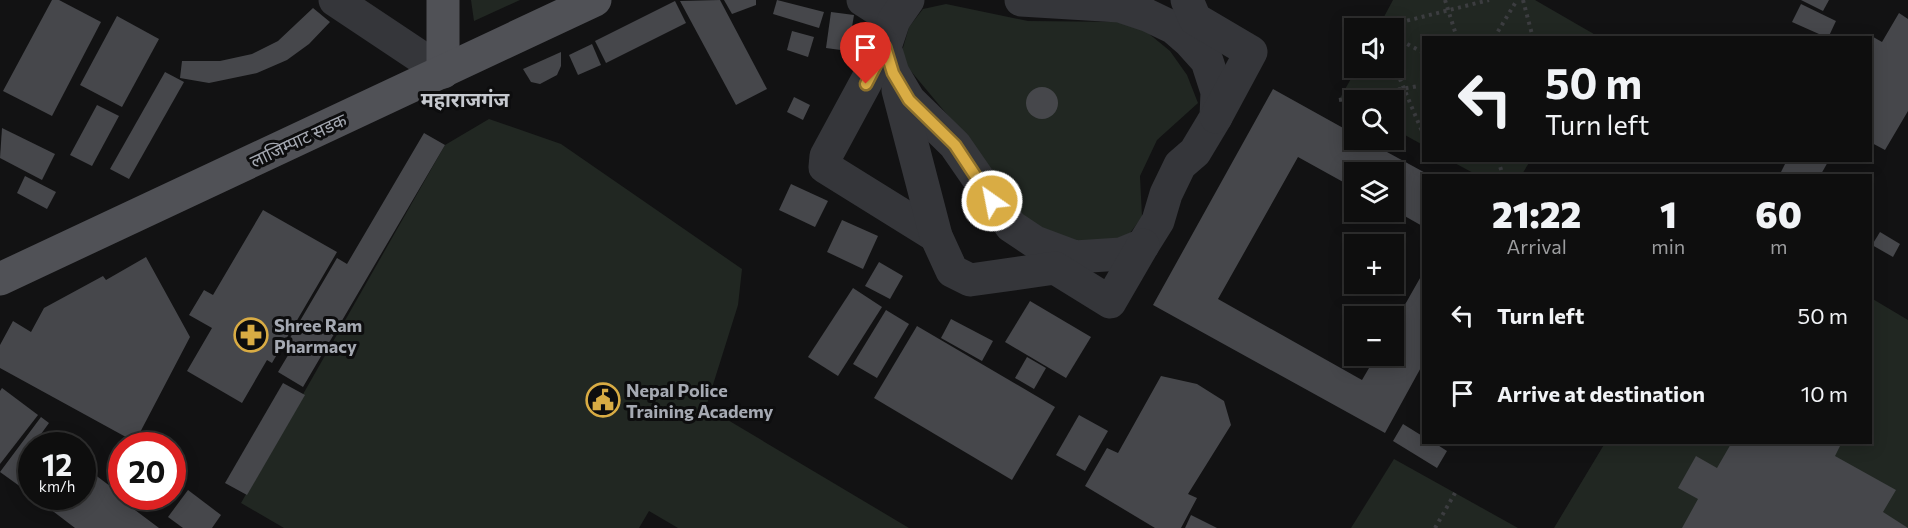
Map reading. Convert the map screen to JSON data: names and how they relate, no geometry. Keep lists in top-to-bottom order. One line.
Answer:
{"streets":{"main road":["लाजिम्पाट सडक"]},"districts":["महाराजगंज"],"places":{"pharmacy":["Shree Ram Pharmacy"],"public building":["Nepal Police Training Academy"]},"page":{"map_buttons":["+","−"],"turn":["50 m","Turn left"],"eta":["21:22","Arrival","1","min","60","m"],"list":[{"name":"Turn left","value":"50 m"},{"name":"Arrive at destination","value":"10 m"}],"speed":"12 km/h","limit":"20"}}
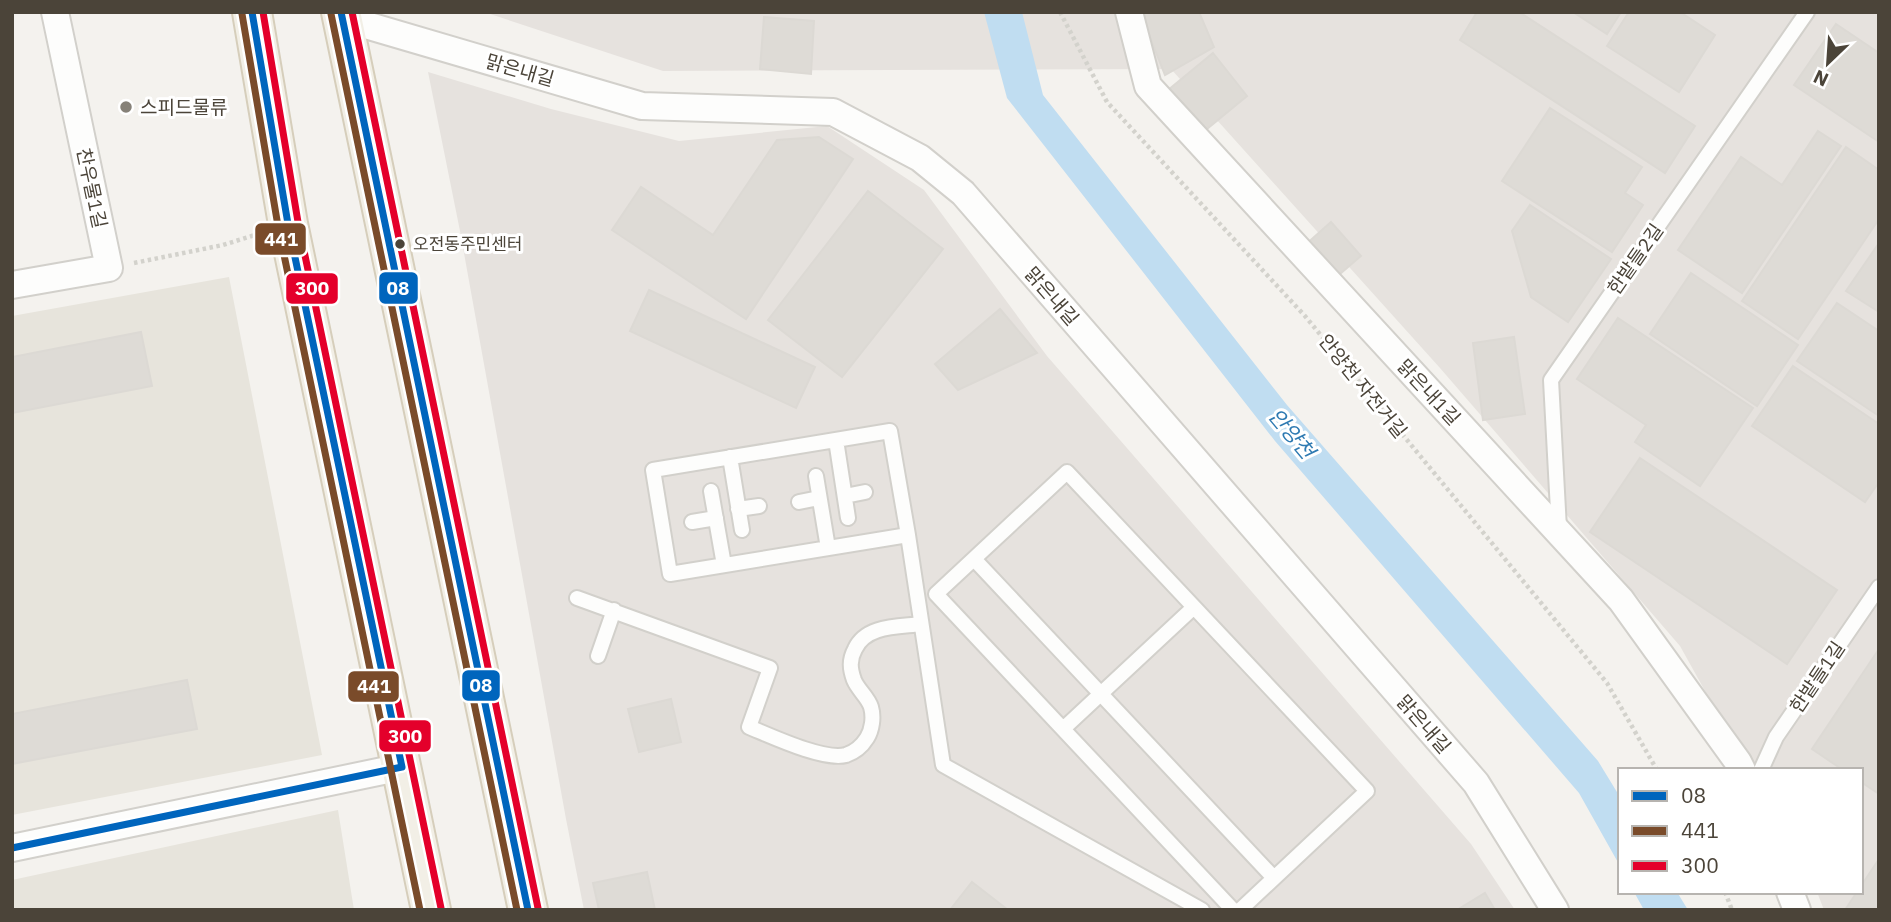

- - - - - - -

The data above should be repeated exactly, minus any pictures.

Map reading. Convert the map screen to JSON data: names and how they relate, no geometry. Keep lists in top-to-bottom order. One line.
Answer:
{"streets":{"main road":["लाजिम्पाट सडक"]},"districts":["महाराजगंज"],"places":{"pharmacy":["Shree Ram Pharmacy"],"public building":["Nepal Police Training Academy"]},"page":{"map_buttons":["+","−"],"turn":["50 m","Turn left"],"eta":["21:22","Arrival","1","min","60","m"],"list":[{"name":"Turn left","value":"50 m"},{"name":"Arrive at destination","value":"10 m"}],"speed":"12 km/h","limit":"20"}}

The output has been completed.